Russian President Vladimir Putin and Belarusian leader Alyaksandr Lukashenka will hold talks in Sochi on February 22 as the duo emerge from mass protests at home to face mounting pressure from the West.
The two leaders will meet in the Black Sea city to discuss economic ties, energy, security, and integration, among other issues, the Kremlin said last week.
The meeting comes the same day the European Union is expected to adopt fresh sanctions against Russia and possibly Belarus, ramping up pressure over a host of issues that have drawn the two neighbors closer in recent months.
The EU has progressively slapped sanctions on Belarus in response to the violent repression of peaceful protesters, the opposition, and media since an August 2020 election the bloc considers fraudulent that extended Lukashenka’s 26-year authoritarian rule.
Belarusian opposition leader Svyatlana Tsikhanouskaya, who claims to have won the vote, is calling for the EU to take a tougher stance against Lukashenka’s regime.
The last time Putin and Lukashenka met face to face was in mid-September 2020 in Sochi, when Belarus secured a $1.5 billion loan for its battered economy. Since then, mass protests in Belarus have lost some of their steam during the frigid winter months amid a sweeping crackdown.
In recent years, Russia has pressured Belarus to take steps toward integration in order to cement a 20-year-old agreement to form a union state, only to be rebuffed by Lukashenka’s defense of the nation’s sovereignty.
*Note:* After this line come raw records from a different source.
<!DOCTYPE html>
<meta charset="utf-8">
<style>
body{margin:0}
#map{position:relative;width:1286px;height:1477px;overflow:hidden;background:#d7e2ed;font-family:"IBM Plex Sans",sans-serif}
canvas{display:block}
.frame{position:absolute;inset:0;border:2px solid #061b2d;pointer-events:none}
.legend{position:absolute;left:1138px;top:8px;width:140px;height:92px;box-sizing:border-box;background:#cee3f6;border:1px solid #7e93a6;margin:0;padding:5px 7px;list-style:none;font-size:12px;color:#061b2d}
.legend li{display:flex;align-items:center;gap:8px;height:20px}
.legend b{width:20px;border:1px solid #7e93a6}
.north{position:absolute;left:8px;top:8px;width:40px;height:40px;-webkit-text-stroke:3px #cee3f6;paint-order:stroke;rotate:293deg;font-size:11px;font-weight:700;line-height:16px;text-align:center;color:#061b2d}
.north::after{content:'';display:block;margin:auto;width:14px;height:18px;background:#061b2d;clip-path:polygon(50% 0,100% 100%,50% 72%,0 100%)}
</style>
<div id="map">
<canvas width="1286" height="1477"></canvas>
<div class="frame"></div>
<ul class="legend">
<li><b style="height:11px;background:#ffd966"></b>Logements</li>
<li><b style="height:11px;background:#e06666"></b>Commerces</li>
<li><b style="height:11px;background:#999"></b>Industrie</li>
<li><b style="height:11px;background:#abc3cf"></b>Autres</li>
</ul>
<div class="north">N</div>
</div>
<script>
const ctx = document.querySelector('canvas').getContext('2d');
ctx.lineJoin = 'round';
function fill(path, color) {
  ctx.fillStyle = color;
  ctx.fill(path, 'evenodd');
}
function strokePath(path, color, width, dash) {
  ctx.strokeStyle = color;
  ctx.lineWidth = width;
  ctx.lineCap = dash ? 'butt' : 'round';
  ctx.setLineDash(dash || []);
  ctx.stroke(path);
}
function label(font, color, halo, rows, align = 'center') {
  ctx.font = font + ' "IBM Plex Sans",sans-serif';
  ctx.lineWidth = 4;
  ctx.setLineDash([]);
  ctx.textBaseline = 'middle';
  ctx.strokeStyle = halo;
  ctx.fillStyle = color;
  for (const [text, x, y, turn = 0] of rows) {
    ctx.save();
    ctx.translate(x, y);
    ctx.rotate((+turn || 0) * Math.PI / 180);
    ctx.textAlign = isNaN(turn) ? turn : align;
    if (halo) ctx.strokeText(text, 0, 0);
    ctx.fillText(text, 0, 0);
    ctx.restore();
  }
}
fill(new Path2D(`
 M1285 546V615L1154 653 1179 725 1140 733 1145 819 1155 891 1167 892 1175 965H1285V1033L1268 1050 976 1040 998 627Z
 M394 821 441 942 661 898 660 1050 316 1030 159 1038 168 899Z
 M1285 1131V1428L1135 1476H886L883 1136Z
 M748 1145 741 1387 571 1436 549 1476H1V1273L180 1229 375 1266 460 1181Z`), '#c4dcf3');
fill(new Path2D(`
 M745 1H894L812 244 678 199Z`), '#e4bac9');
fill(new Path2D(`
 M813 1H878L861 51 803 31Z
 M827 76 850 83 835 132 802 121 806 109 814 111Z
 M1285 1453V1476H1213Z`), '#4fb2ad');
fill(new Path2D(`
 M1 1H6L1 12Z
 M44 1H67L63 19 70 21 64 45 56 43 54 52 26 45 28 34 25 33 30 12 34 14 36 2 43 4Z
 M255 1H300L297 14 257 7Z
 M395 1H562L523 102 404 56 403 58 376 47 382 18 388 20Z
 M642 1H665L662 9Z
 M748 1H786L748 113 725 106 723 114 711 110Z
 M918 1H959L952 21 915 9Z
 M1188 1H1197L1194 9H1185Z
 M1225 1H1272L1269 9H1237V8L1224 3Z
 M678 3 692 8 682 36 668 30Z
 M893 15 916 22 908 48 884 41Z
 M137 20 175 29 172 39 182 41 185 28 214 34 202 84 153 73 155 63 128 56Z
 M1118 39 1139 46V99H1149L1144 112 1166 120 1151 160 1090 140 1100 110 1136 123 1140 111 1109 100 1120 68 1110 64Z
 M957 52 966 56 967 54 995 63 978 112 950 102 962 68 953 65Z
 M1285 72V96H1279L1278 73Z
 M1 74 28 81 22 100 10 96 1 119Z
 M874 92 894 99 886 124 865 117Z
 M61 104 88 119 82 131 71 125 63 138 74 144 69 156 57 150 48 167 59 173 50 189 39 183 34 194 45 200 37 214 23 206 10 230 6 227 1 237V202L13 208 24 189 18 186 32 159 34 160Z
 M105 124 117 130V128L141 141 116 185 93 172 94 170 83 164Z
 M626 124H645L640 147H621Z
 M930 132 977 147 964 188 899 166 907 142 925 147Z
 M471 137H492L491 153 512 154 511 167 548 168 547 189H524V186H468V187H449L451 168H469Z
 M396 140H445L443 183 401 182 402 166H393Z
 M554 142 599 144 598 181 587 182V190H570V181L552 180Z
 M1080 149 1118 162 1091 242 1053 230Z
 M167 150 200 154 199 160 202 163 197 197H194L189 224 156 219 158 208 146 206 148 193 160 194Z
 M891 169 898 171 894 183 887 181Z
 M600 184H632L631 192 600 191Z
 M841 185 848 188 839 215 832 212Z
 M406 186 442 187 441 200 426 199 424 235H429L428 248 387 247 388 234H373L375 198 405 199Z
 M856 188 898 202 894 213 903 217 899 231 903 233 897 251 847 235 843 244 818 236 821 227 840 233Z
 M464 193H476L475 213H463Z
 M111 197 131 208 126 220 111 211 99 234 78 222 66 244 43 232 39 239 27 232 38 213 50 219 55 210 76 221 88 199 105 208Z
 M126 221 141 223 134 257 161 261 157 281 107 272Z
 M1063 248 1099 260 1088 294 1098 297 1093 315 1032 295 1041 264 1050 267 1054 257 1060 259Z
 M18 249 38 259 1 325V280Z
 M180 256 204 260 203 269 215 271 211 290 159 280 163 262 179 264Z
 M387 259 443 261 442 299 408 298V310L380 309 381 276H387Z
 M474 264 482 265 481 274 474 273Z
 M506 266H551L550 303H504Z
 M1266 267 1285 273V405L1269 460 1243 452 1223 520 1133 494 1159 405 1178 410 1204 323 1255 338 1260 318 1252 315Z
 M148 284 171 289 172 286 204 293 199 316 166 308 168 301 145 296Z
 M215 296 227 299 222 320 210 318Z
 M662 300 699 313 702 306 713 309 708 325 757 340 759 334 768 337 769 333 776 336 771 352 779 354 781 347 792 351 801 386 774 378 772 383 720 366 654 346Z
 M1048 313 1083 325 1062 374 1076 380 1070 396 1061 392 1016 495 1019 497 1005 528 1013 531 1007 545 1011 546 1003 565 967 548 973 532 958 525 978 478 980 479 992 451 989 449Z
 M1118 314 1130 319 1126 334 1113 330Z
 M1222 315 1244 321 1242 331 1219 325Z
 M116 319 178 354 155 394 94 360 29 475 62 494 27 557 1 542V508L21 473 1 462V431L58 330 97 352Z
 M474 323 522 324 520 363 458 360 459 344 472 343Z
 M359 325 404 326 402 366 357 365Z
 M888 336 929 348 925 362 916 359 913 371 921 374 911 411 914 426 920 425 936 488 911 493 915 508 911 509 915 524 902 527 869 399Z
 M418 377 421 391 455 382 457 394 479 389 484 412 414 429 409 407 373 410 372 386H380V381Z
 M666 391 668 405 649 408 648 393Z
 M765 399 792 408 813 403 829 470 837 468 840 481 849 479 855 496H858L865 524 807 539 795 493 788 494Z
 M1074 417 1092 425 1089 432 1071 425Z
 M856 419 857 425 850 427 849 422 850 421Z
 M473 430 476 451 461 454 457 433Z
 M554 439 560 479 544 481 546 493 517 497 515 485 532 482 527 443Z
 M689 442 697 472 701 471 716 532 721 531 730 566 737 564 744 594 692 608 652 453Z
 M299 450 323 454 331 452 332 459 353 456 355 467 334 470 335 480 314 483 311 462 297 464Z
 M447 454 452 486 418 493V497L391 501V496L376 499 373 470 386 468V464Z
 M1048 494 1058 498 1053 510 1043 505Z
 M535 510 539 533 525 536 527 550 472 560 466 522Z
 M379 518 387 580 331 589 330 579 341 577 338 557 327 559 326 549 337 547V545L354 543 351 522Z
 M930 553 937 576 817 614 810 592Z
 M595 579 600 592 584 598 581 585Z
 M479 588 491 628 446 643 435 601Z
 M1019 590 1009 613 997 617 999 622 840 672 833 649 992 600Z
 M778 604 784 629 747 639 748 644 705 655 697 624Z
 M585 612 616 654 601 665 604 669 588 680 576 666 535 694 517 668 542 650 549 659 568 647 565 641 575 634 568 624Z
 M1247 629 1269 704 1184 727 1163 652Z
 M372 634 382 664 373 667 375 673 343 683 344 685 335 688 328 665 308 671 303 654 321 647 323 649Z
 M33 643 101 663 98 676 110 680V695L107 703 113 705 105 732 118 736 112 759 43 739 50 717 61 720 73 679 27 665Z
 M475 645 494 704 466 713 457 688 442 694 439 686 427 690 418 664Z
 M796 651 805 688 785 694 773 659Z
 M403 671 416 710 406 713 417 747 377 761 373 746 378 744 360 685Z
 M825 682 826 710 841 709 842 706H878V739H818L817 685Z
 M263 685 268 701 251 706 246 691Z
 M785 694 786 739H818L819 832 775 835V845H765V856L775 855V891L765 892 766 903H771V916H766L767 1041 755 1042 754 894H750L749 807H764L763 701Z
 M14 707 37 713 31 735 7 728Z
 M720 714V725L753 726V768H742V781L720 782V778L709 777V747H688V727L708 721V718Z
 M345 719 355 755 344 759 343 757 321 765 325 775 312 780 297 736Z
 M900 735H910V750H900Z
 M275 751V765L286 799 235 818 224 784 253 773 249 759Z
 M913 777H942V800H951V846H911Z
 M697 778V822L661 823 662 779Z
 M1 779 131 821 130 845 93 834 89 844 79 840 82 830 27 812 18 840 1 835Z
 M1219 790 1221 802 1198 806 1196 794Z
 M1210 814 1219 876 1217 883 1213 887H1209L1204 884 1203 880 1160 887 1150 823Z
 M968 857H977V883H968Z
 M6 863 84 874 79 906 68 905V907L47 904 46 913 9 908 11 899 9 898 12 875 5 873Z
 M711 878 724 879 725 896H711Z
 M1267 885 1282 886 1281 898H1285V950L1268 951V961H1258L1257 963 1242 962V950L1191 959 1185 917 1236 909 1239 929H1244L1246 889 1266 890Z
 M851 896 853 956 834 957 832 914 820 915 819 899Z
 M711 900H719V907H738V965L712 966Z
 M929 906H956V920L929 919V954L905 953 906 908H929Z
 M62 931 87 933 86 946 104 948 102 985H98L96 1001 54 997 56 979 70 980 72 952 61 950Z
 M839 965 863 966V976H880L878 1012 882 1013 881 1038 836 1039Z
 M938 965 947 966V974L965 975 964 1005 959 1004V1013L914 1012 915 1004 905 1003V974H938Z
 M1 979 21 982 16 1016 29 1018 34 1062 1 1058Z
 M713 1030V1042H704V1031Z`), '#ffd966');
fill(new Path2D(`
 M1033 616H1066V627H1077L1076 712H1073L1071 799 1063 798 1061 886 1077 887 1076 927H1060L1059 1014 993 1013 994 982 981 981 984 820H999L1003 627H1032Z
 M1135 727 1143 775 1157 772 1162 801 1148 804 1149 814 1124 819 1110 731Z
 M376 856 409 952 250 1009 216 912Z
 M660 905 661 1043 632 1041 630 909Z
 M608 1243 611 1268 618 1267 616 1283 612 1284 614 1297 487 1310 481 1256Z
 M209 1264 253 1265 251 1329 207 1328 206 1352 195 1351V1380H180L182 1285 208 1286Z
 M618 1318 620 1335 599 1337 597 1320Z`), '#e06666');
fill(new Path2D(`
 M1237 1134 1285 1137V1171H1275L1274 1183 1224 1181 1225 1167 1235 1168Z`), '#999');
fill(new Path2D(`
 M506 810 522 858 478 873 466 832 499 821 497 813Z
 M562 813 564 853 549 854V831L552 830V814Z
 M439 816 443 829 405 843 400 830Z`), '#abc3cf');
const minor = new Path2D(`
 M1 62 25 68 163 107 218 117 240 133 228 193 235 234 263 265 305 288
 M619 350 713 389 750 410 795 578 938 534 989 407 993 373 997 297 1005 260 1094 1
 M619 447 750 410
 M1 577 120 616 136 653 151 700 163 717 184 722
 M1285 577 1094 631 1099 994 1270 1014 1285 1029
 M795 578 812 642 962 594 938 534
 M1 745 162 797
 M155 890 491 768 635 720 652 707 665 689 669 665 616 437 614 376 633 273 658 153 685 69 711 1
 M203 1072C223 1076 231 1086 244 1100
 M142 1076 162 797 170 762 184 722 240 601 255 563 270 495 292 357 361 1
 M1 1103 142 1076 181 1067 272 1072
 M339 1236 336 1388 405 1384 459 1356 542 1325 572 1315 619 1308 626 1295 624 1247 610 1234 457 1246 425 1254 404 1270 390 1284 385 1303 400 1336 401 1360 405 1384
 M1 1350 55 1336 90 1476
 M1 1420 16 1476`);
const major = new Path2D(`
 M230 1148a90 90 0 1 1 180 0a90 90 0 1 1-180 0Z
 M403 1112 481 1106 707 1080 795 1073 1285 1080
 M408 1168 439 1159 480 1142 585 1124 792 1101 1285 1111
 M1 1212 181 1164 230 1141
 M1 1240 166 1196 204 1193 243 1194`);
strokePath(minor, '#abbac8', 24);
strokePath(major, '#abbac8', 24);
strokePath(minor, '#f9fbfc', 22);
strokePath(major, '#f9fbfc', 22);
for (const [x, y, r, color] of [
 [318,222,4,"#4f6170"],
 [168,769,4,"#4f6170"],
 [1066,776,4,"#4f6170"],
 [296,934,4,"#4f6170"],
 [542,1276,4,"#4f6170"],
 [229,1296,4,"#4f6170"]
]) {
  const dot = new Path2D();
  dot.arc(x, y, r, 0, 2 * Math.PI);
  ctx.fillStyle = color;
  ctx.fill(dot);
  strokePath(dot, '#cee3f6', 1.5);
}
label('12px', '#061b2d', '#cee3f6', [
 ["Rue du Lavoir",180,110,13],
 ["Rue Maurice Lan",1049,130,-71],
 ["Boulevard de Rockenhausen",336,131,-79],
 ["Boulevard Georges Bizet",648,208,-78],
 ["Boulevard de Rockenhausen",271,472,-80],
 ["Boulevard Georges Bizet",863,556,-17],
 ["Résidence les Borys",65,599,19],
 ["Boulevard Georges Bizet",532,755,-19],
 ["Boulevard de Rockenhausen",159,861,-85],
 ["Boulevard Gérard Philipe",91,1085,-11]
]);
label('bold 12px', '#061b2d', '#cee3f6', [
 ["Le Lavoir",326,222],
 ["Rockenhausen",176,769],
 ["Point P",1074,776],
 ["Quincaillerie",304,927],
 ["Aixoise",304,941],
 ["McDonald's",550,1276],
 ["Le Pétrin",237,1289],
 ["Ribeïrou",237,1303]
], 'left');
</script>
However, the situation began to change after Russia helped prop up Lukashenka in the wake of the August presidential election, bringing the two sides closer over common threat perceptions.
“Minsk understands perfectly how important it is now to be on the right side of the Kremlin,” political analyst Artyom Shraibman wrote in an analysis for the Carnegie Moscow Center. “Lukashenka has tried many times to show that he and Putin are in the same boat against the collective West, and that the recent protests in Russia are a continuation of those in Belarus.”
Putin comes to Sochi with the threat of new Russia sanctions from the EU and Washington over the detention of opposition politician Aleksei Navalny and evidence the anti-corruption crusader was poisoned with a nerve agent he blames on Putin and FSB security agents.
Navalny’s detention in January upon his return from life-saving treatment in Germany and subsequent crackdown on some of the largest anti-government protests in a decade prompted international outrage.